Les avantages de la Scit sont donc nombreux, mais le Dr Rufin tient à souligner que la prise quotidienne de l'allergène représente une astreinte parfois source d'observance insuffisante, notamment chez l'adolescent. Par ailleurs, l'enfant trop petit a des difficultés à garder l'allergène pendant deux minutes sous la langue et il a tendance à l'avaler. Enfin, dans le cas des familles divorcées, le changement de domicile peut être une source importante d'oubli (l'idéal étant d'avoir un flacon dans chaque domicile).

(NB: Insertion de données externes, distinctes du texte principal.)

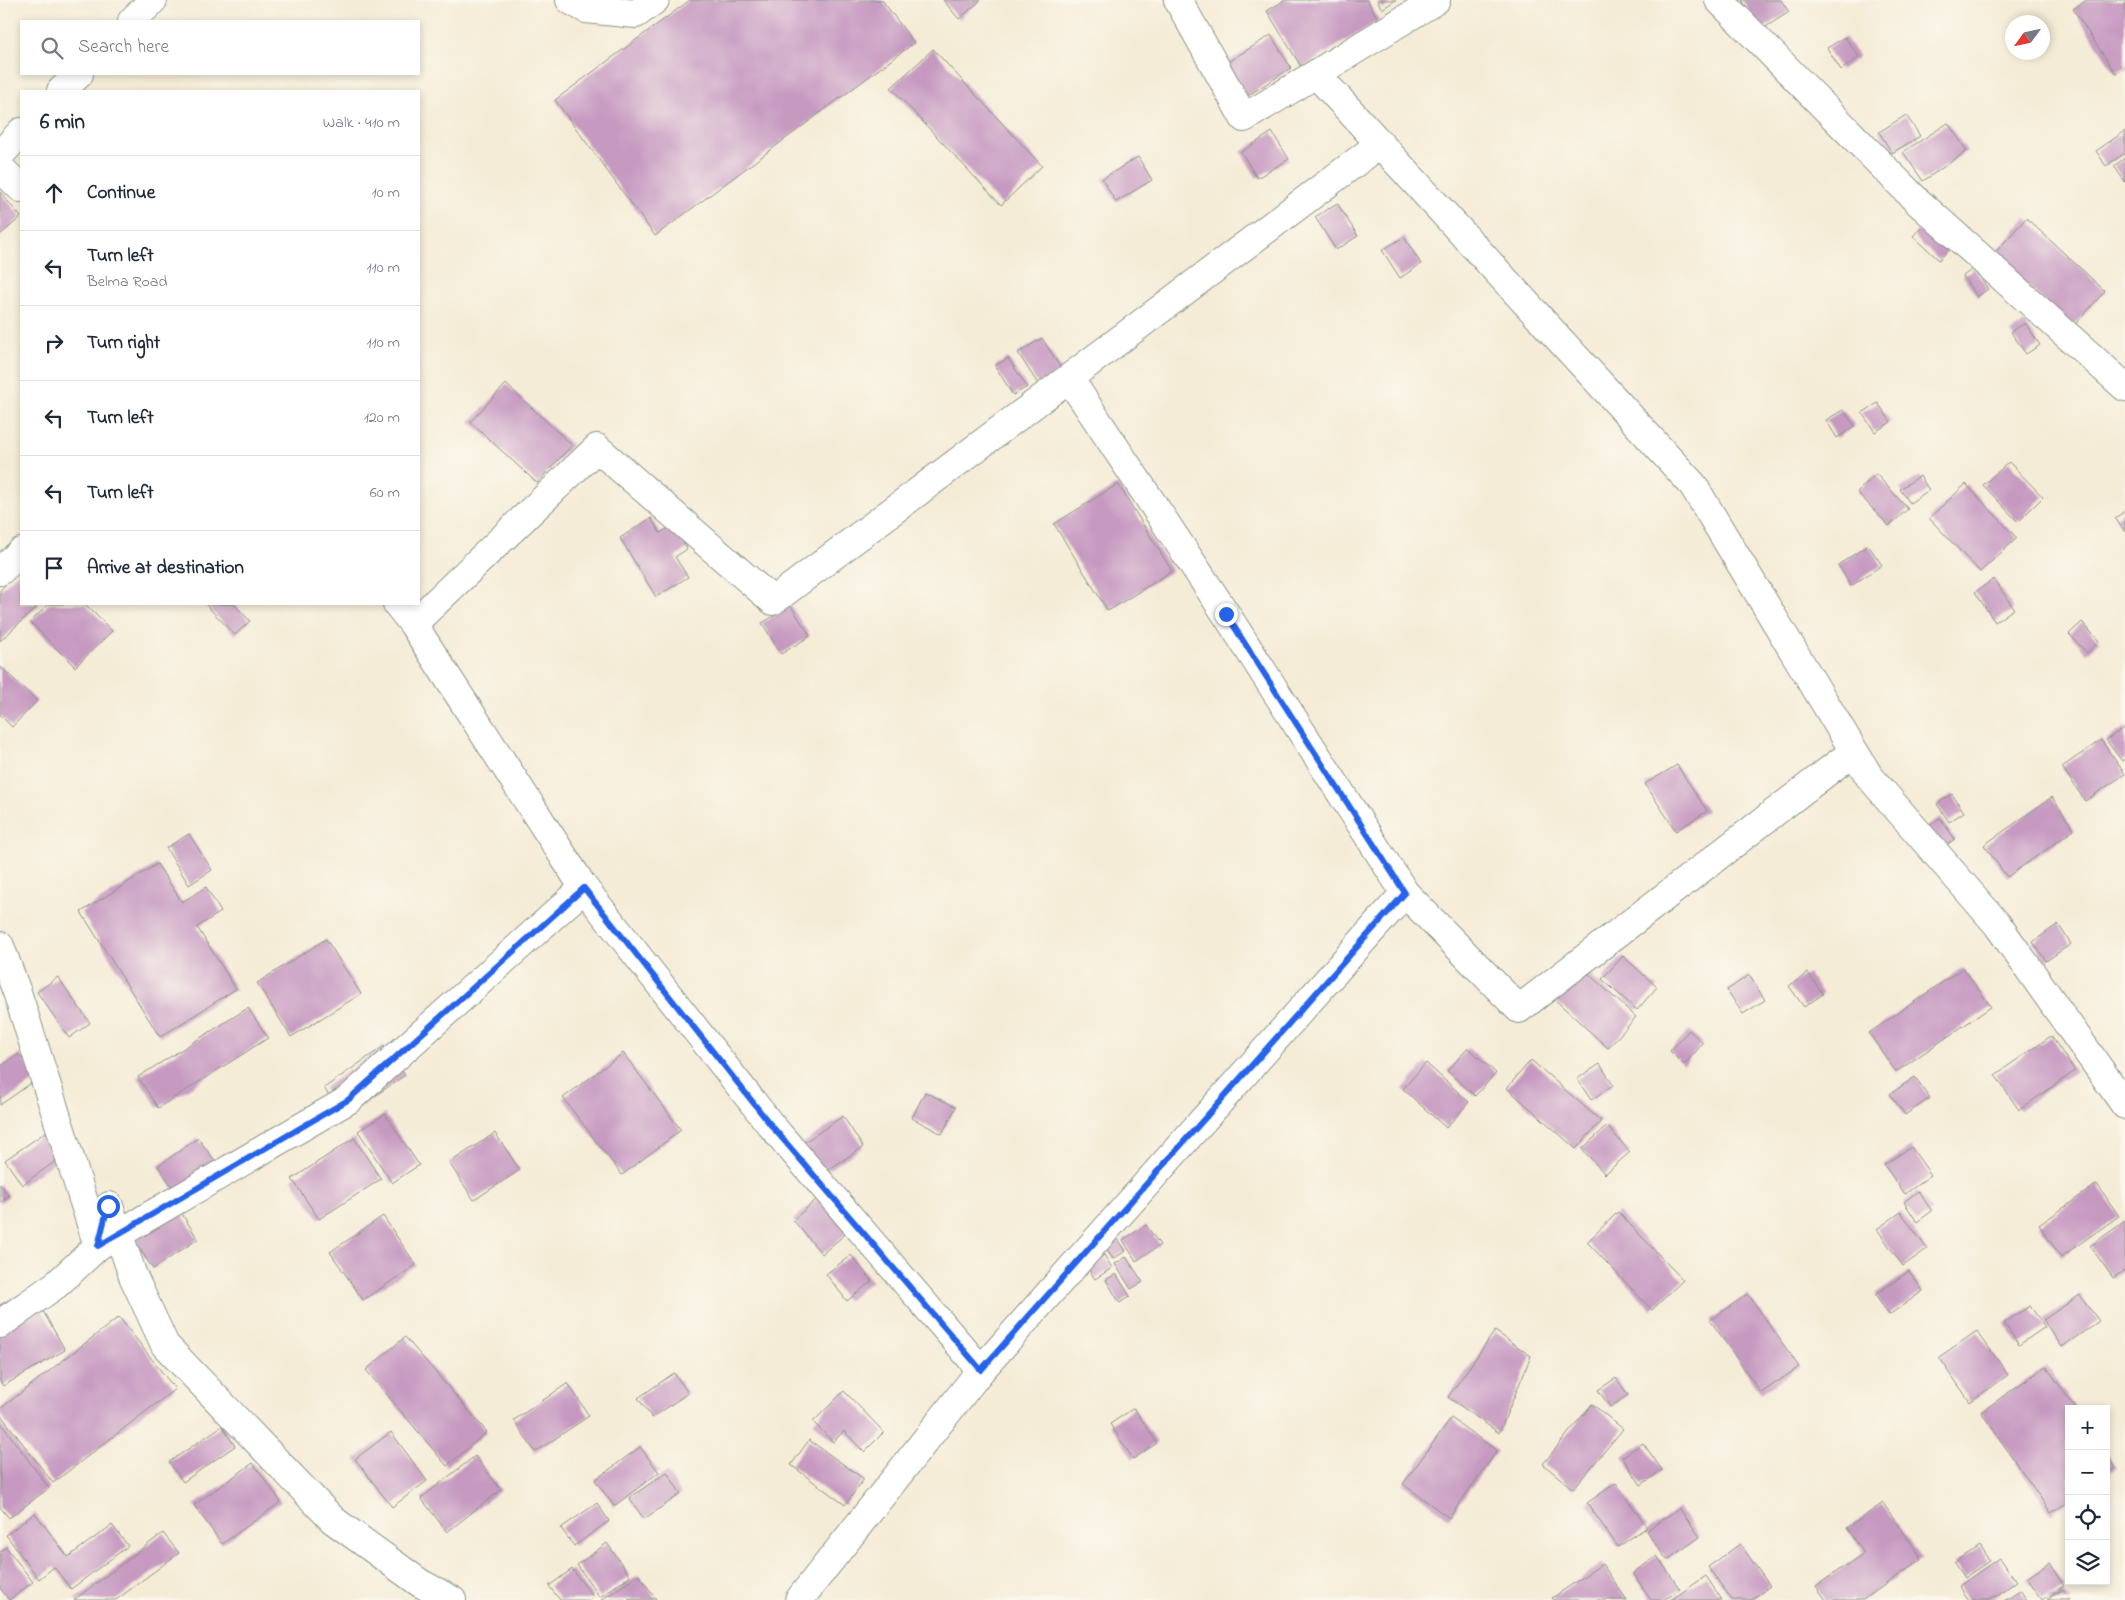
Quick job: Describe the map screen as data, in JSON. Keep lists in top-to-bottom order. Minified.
{"north":"bottom left","page":{"search":"Search here","heading":["6 min","Walk · 410 m"],"list":[["Continue","10 m"],["Turn left","Belma Road","110 m"],["Turn right","110 m"],["Turn left","120 m"],["Turn left","60 m"],"Arrive at destination"],"map_buttons":["+","−"]}}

Par ailleurs, il est théoriquement possible de mener de front une immunothérapie double mais, comme dans la voie sous-cutanée, on ne peut pas mélanger les allergènes et leur administration doit être séparée d'environ une heure ; ce qui conduit le Dr Rufin à préconiser une administration le matin et une autre le soir, car on ne peut demander à un enfant de se lever à l'aube tous les jours pour se traiter. Au total, tous les auteurs s'accordent pour dire que la Slit doit, de par sa très bonne tolérance, faire tomber les craintes qu'a pu engendrer la désensibilisation. A contrario, il ne s'agit pas de dire que la Scit a vécu car, dans certains cas, il est plus réaliste de proposer une injection mensuelle, l'observance quotidienne paraissant une gageure, soit parce que l'enfant est trop petit, soit parce qu'il s'agit d'un adolescent ne voulant pas se plier à une discipline de vie jugée trop stricte.

(1) Un symposium satellite Stallergènes dans le cadre du Congrès international de pneumologie pédiatrique à Lisbonne.